Look through the entries below and show every line containing the word "turn".
========
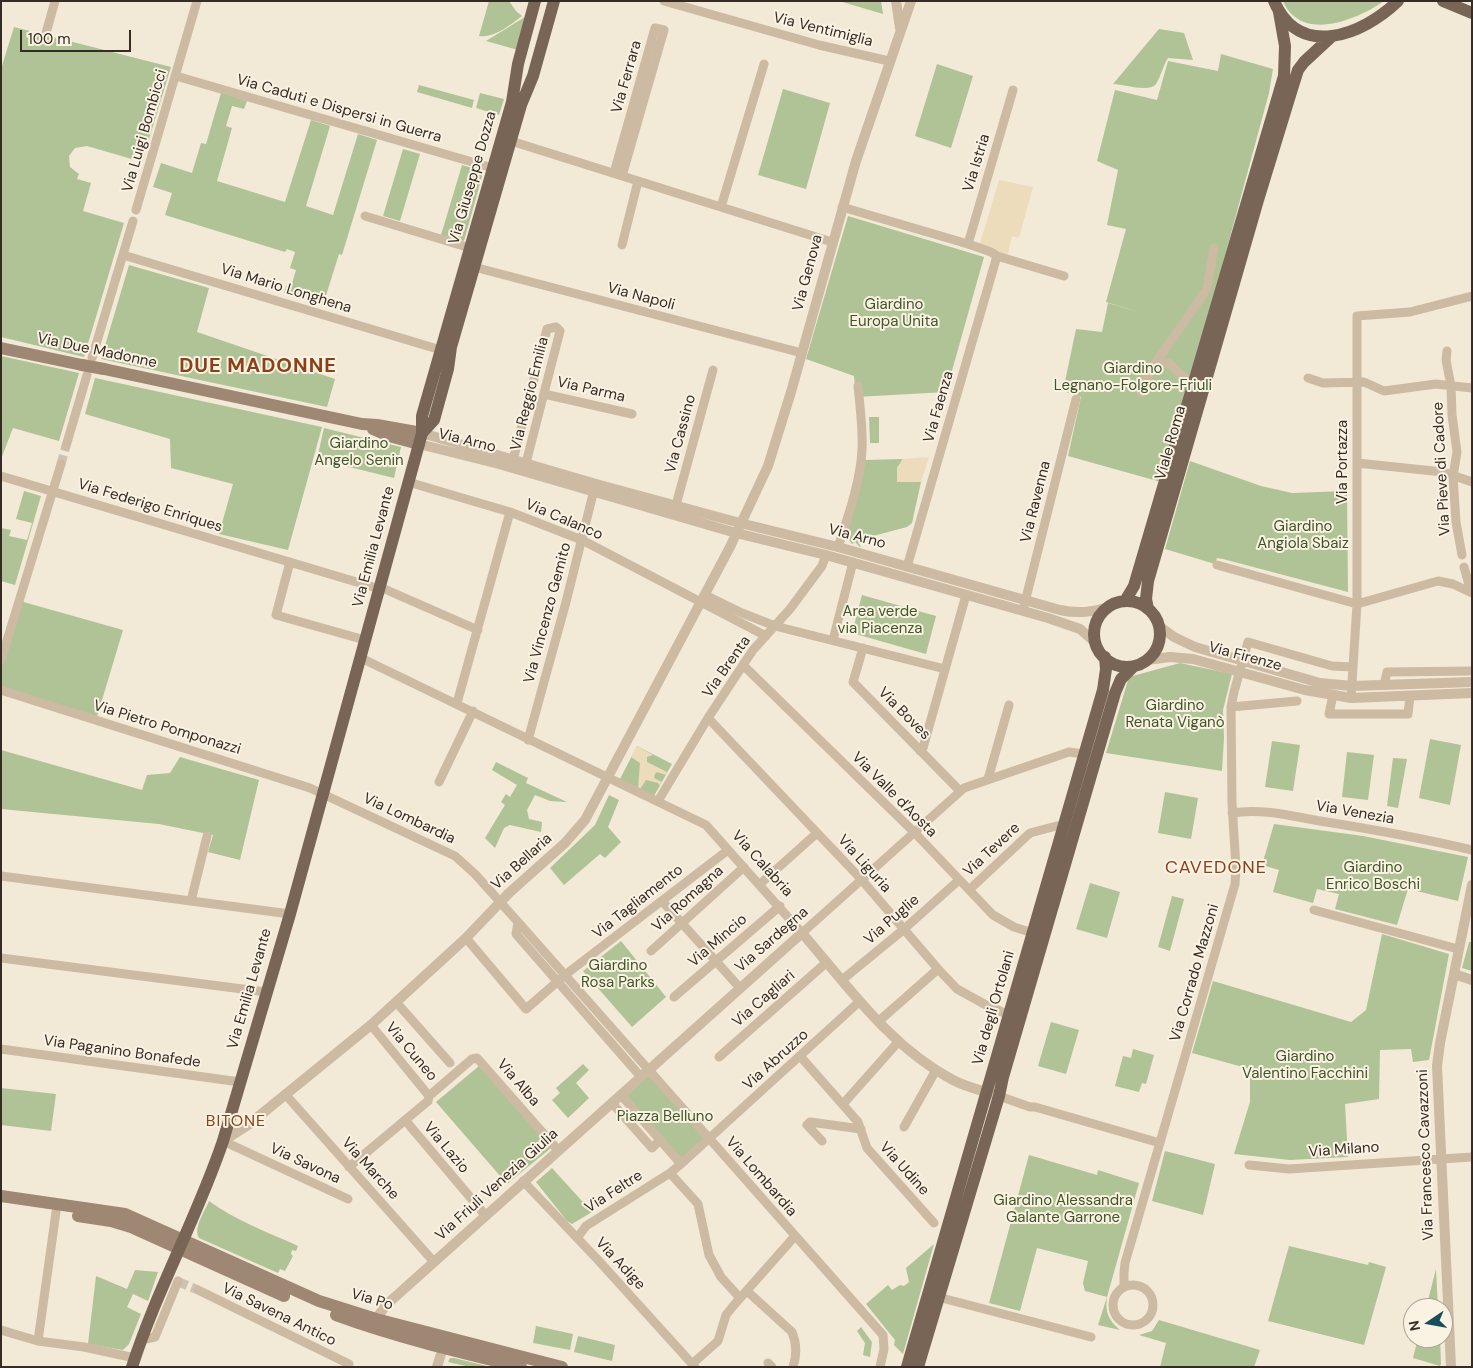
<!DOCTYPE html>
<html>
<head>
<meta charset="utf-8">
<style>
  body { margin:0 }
  #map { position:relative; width:1473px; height:1368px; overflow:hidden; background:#f3e9d7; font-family:"DM Sans",sans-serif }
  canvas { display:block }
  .frame { position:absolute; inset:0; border:2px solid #362c25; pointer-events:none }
  .north { position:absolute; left:1403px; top:1298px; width:50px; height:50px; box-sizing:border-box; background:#faf2e3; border:1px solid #aca397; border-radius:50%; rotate:258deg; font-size:14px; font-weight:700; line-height:20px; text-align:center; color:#362c25 }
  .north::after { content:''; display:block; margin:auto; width:18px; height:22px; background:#184e5a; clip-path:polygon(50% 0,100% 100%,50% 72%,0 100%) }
  .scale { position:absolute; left:20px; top:30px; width:111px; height:22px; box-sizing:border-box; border:2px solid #362c25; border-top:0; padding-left:6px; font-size:15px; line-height:18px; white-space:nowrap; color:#362c25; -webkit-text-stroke:4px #faf2e3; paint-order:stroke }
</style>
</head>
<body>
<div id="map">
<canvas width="1473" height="1368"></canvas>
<div class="frame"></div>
<div class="north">N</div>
<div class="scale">100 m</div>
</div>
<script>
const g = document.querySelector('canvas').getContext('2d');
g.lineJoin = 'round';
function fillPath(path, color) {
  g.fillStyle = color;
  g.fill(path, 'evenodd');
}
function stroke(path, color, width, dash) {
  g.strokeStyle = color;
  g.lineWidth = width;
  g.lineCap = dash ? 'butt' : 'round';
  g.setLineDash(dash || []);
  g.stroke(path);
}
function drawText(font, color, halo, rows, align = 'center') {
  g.font = font + ' "DM Sans",sans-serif';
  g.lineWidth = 4;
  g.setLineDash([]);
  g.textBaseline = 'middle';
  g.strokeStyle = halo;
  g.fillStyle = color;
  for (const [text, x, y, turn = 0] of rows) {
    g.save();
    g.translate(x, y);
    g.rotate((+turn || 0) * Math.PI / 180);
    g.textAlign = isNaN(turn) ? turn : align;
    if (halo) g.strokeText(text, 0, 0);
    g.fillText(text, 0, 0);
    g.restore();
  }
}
fillPath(new Path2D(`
  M489,1H509L516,11L522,16C510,25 495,38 479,36Z
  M839,1H881L883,14Z
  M1283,1H1384C1357,20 1301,43 1283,1Z
  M525,17L518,50L486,41Z
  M14,27L171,67L142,162L87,146L75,148L69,156L70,167L79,174L77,179L91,183L83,211L124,223L84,357L1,337V69Z
  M1159,29L1184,33L1193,60L1168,58C1163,66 1161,76 1156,84C1149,93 1124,84 1113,84Z
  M1221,54L1273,69L1269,93L1204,333L1161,482L1068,456L1081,397L1063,391L1076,329L1102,332L1108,303L1142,313L1106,302L1126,229L1107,225L1118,170L1097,161L1115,90L1157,100L1168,61L1218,71Z
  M937,64L973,76L951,148L915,136Z
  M419,85L474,100L472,108L417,92Z
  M783,89L830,103L806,189L758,175Z
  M221,93L247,101L244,109L232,106L226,126L232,128L217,181L285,202L311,120L330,126L306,206L333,215L358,134L377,140L342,255L339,254L323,305L284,293L286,286L291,287L296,270L290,268L295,252L287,249L285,252L165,215L172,193L153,187L161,163L192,173L201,143L206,144Z
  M480,93L504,99L499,115L476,108Z
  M403,149L420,154L400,221L383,216Z
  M462,165L479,170L483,173L464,241L441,235Z
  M848,216L984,257L946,392L856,397L854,376L806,359Z
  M129,265L209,288L197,332L335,379L327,407L101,359Z
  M1,356L79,373L59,441L13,428L1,459Z
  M95,378L322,427L288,550L219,534L233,484L171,468L170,439L85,414Z
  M869,417H879V443H870Z
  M324,428L401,447L394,478L317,459Z
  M903,459L897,468V482H921L912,523L907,527L858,540L861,548L855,542L852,544L844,534C856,507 860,489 865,460Z
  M1190,461L1261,486L1292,493L1347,491L1348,592L1223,559L1217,558L1215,564L1165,549Z
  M24,491L41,496L15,585L1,581V528L11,530L9,536L27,540L32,523L16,519Z
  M862,595L936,616L926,654L852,633Z
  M20,601L123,630L96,720L1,690V660Z
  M1180,663L1232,674L1223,710L1224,738L1222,771L1106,753L1129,677Z
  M1430,739L1461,745L1450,805L1419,798Z
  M1272,741L1300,745L1293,791L1265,787Z
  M637,746L672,764L654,796L620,779Z
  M1,750L142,790L147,775L170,773L180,757L259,780L240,860L208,852L213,835L159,824L1,809Z
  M1347,752L1374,755L1368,800L1342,797Z
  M1393,758L1407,759L1398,808L1387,806Z
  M496,762L528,778L526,783L567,802L550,801L535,795L527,810L529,819L542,822L541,832L510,825L504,828L495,848L485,838L505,805L501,802L506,794L510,797L517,785L492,770Z
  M1165,792L1198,798L1191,839L1158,833Z
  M609,795L619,800L608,827L621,842L605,858L600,854L564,885L550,868L595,825Z
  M1274,824L1363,836L1468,857L1458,901L1408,889L1397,925L1335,909L1339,894L1317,889L1313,903L1273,892L1279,870L1262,865Z
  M1090,883L1120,892L1107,938L1076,929Z
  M1172,896L1184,899L1170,951L1158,947Z
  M1382,934L1449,954L1429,1060L1413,1062L1411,1049L1380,1050L1379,1099L1345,1104L1348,1157L1290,1160L1234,1154L1250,1102V1069L1192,1053L1213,981L1351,1022L1366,1010Z
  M621,941L666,997L632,1027L583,971Z
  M1469,942H1472V971L1462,968Z
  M1051,1022L1079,1030L1066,1074L1038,1066Z
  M1133,1049L1154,1055L1146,1084L1142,1083L1139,1092L1115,1086L1123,1056L1131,1058Z
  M583,1064L589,1070L576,1083L589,1098L568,1118L552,1100L560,1093L556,1088Z
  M479,1066L551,1148L507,1184L436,1102Z
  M649,1070L710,1139L681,1164L621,1095Z
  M1,1088L56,1094L51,1131L1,1125Z
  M1165,1151L1215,1164L1203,1215L1152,1201Z
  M1029,1155L1097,1175L1098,1170L1139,1183L1107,1297C1105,1312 1108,1320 1120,1330L1098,1325L1107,1297L1085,1291L1083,1283L1088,1261L1037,1248L1020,1311L989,1303Z
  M552,1168L592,1212L572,1224L567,1221L536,1182Z
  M209,1201C236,1221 268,1232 298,1246L296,1251L292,1250L291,1254L293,1256L285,1271L280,1269L278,1273L199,1238C193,1228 205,1211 209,1201Z
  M934,1244L903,1354L894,1345L895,1340L866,1304L888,1285L892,1290L900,1285L904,1286L909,1282L906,1268Z
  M1289,1246L1368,1265L1369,1262L1386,1267L1364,1345L1268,1321Z
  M1436,1269L1438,1308H1426Z
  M135,1270L158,1272L148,1301L133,1294L127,1307L141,1314L129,1344L123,1350L88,1344L96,1276L127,1289Z
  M1159,1320L1260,1350L1254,1367H1160L1166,1343L1139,1335L1152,1331Z
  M536,1326L573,1334L570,1350L533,1343Z
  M861,1327L872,1342L870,1357L863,1355L865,1343L857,1331Z
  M578,1336L615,1345L612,1361L574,1352Z
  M1418,1338H1440L1441,1364L1440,1366L1413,1358Z
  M450,1358H454L491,1367H470L448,1362Z`), '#afc396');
fillPath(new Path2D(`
  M999,180L1033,187L1019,238L1012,236L1007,259L979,247Z
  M929,457L921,482H897V468L903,459Z
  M637,746L653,755L647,757V762L667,772L666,775L657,772L655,774L654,778L662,782L660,786L658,783L646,780L640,789L638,788L640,763L631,757Z`), '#ecdcbc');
stroke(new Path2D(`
  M61,464L66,446
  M179,1282L198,1290`), '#cdc3b3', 9, [9, 4.5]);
stroke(new Path2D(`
  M664,1L819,45L889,61
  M46,33L55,1
  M176,76L493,168
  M511,141L832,242
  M614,173L655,28L664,30L622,176
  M721,207L764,64
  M842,207L968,244L991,252L997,256L1064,276
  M136,210L197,1
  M365,216L470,248
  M968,244L1013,90
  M622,245L638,181
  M123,255L441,350
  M474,267L802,353
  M1447,351L1446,360L1451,386L1452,415L1457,452L1453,476L1456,522L1462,555
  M92,358L133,221
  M1154,365L1207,289L1214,248
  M1308,378L1323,383L1364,382L1384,391L1436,384L1472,388
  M1141,393L1154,365L1169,363L1193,386
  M544,394L632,414
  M66,446L87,375
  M513,460L547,329L556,327L560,331L526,463
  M1357,463L1443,472L1472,482
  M1,476L380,589
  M408,482L510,512L582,540L766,636
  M676,505L713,370
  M838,547C848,517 861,480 862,449C863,428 860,407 858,386
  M290,562L276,615L365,640
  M1217,565L1357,604L1438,581L1453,584L1472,593
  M907,567L997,256
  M1464,567L1471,592
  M380,587L478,630
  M705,595L742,613L775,626L945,669
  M1023,610L1076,399
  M833,640L853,562
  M863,648L853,682L960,791
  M361,658L706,825L802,933L964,788L1069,752L1084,754
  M1,660L61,464
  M743,665L914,832L993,915L1014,927L1033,933
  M1384,685L1387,672L1472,671
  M1,690L310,788L455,856L475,874L518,922L883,1335L884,1349L880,1367
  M1333,695L1329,714H1408L1410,696
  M1351,698L1357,604V316L1410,312L1472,296
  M457,703L510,512
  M1231,707L1297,701
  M708,718L861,879L938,969L957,989L986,1005L1009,1015
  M528,740L566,602L595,486
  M920,751L923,748L966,595
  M988,779L1009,705
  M439,782L473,711
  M658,801L708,718L743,665L753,650L790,609L822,566L826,555
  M1232,813C1262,808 1291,816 1320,821C1371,829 1421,838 1472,850
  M1,876L290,914
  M760,884L817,833
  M969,890L1030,833L1064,824
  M191,901L207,836
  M662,901L740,988
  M1314,910L1458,949
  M518,922L516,934L641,1077
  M466,938L526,1009L565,975L728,850
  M651,951L744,867
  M1,958L266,992
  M842,980L903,930L959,880
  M674,997L780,906
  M396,1002L450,1063
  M879,1021L938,969
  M371,1025L429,1096
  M1,1049L240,1082
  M800,1056L858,1122L867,1148L934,1223
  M719,1057L827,962
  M285,1094L434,1262
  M621,1095L681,1164
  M999,1096L1030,1107H1035L1160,1143
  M612,1103L652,1148L660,1140
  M843,1104L899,1041
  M405,1120L486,1216
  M904,1127L936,1070
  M223,1141L348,1199
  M822,1141L807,1125L810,1122L861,1129
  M1249,1165L1289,1169L1472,1157
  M349,1167L428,1101L429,1096L472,1059L477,1058L558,1150
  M670,1173L698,1204L709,1255L721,1277L740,1298
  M523,1181L598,1260L695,1367
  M577,1238L586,1226L670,1173L681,1164L860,1001
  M1113 1305a20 20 0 1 1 40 0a20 20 0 1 1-40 0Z
  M1124,1287V1273L1125,1263L1235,884L1236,868L1232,803L1231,707L1234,692L1248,642L1332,666L1353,667
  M198,1290L349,1364
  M747,1291L792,1332C797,1344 797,1355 793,1367
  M938,1297L1091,1337
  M1,1330L38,1341L84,1347L135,1358
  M141,1340L155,1337L178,1281
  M38,1341L56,1212
  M768,1363L772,1367
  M692,1364L718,1341L726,1315L734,1305L795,1236`), '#ccbaa2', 9);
stroke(new Path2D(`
  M896,1L900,28
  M422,433L596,484L740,523L838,547L1060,610C1078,614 1092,612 1109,607
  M419,444L499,464L736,533L826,555L1048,618L1080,629L1096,643
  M1159,626L1174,637L1195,647L1320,683L1352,686L1472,682
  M1147,660L1170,657L1193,659L1305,690L1351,698L1472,693
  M1454,974L1472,980
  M223,1141L248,1125L371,1025L466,938L509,893L565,843L585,820L730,547L768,466L791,392L856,161L911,1
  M374,1324L376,1319L386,1305L802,933C848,986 890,1047 953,1080C966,1087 980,1090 993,1094
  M437,1367L445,1341
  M1451,1367L1437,1066L1440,1043L1472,885`), '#ccbaa2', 10);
stroke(new Path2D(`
  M1,348L82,365
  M104,369L362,424L377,425L422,433
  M373,429L389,436L419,444
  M1,1196L125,1214L319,1301L376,1319L562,1367
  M78,1216L111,1221L131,1227L284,1296
  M336,1315C396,1337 459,1352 521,1367`), '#9f8873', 12);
stroke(new Path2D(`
  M1274,1C1299,60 1363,35 1398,1
  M1443,1L1472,13
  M422,433L434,420L448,369L451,347L521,105L533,76L554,1
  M1125,601L1134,586L1284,76L1285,46L1279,12
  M1094 634a33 33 0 1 1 66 0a33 33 0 1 1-66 0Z
  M1148,609L1146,599L1148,581L1258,200L1292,89L1298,70L1304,62L1331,37
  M132,1367C157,1289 197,1218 223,1141L290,914L419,444L422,433V416L512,102L518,64L535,1
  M907,1367L1103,690L1106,669L1105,657
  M918,1367L999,1096L1003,1077L1115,693L1121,679L1134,666`), '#796555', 12);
stroke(new Path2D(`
  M82,365L104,369`), '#9f8873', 12);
drawText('15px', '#362c25', '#faf2e3', [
  ["Via Ventimiglia",823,30,14],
  ["Via Ferrara",627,77,-74],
  ["Via Caduti e Dispersi in Guerra",339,109,16],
  ["Via Luigi Bombicci",145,131,-74],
  ["Via Istria",977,163,-73],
  ["Via Giuseppe Dozza",473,178,-74],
  ["Via Genova",808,273,-75],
  ["Via Mario Longhena",286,289,17],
  ["Via Napoli",641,297,15],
  ["Via Due Madonne",97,351,12],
  ["Via Parma",591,390,13],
  ["Via Reggio Emilia",530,394,-76],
  ["Via Faenza",939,407,-74],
  ["Via Cassino",681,434,-75],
  ["Via Arno",467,441,14],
  ["Viale Roma",1171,443,-74],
  ["Via Portazza",1343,462,-90],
  ["Via Pieve di Cadore",1442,469,-93],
  ["Via Ravenna",1036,502,-76],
  ["Via Federigo Enriques",150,506,17],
  ["Via Calanco",564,520,23],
  ["Via Arno",857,537,15],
  ["Via Emilia Levante",374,547,-75],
  ["Via Vincenzo Gemito",548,613,-75],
  ["Via Firenze",1245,657,15],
  ["Via Brenta",727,667,-55],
  ["Via Boves",904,714,45],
  ["Via Pietro Pomponazzi",167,728,17],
  ["Via Valle d'Aosta",894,795,45],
  ["Via Venezia",1355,813,10],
  ["Via Lombardia",409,819,25],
  ["Via Tevere",992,850,-43],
  ["Via Bellaria",522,862,-42],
  ["Via Calabria",762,864,48],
  ["Via Liguria",864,864,48],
  ["Via Romagna",688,899,-42],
  ["Via Tagliamento",638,902,-38],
  ["Via Puglie",892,920,-41],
  ["Via Sardegna",772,940,-41],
  ["Via Mincio",718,941,-41],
  ["Via Corrado Mazzoni",1195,973,-74],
  ["Via Emilia Levante",250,989,-74],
  ["Via Cagliari",764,999,-41],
  ["Via degli Ortolani",994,1008,-74],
  ["Via Paganino Bonafede",122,1052,8],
  ["Via Cuneo",411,1052,50],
  ["Via Abruzzo",776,1060,-42],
  ["Via Alba",518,1083,49],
  ["Via Lazio",446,1148,50],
  ["Via Milano",1344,1150,-4],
  ["Via Francesco Cavazzoni",1426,1155,-92],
  ["Via Savona",305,1164,25],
  ["Via Marche",370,1169,48],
  ["Via Udine",904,1169,48],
  ["Via Lombardia",761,1177,49],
  ["Via Friuli Venezia Giulia",497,1185,-42],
  ["Via Feltre",614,1192,-33],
  ["Via Adige",620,1264,47],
  ["Via Po",372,1300,16],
  ["Via Savena Antico",279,1315,26]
]);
drawText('15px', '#3f5627', '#faf2e3', [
  ["Giardino",894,305],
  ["Europa Unita",894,322],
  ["Giardino",1133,369],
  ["Legnano-Folgore-Friuli",1133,386],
  ["Giardino",359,444],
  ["Angelo Senin",359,461],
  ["Giardino",1303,527],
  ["Angiola Sbaiz",1303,544],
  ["Area verde",880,612],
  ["via Piacenza",880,629],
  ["Giardino",1175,706],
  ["Renata Viganò",1175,723],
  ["Giardino",1373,868],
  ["Enrico Boschi",1373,885],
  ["Giardino",618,966],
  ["Rosa Parks",618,983],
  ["Giardino",1305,1057],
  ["Valentino Facchini",1305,1074],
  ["Piazza Belluno",665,1117],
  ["Giardino Alessandra",1063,1201],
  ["Galante Garrone",1063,1218]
]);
g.letterSpacing = '1px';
drawText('16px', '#8b4018', '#faf2e3', [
  ["BITONE",236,1122]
]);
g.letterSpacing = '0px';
g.letterSpacing = '1px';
drawText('18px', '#8b4018', '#faf2e3', [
  ["CAVEDONE",1216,868]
]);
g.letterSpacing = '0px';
g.letterSpacing = '1px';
drawText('bold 20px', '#8b4018', '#faf2e3', [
  ["DUE MADONNE",258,367]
]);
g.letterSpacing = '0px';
</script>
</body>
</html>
========
→ **Answer to the exercise**
  for (const [text, x, y, turn = 0] of rows) {
    g.rotate((+turn || 0) * Math.PI / 180);
    g.textAlign = isNaN(turn) ? turn : align;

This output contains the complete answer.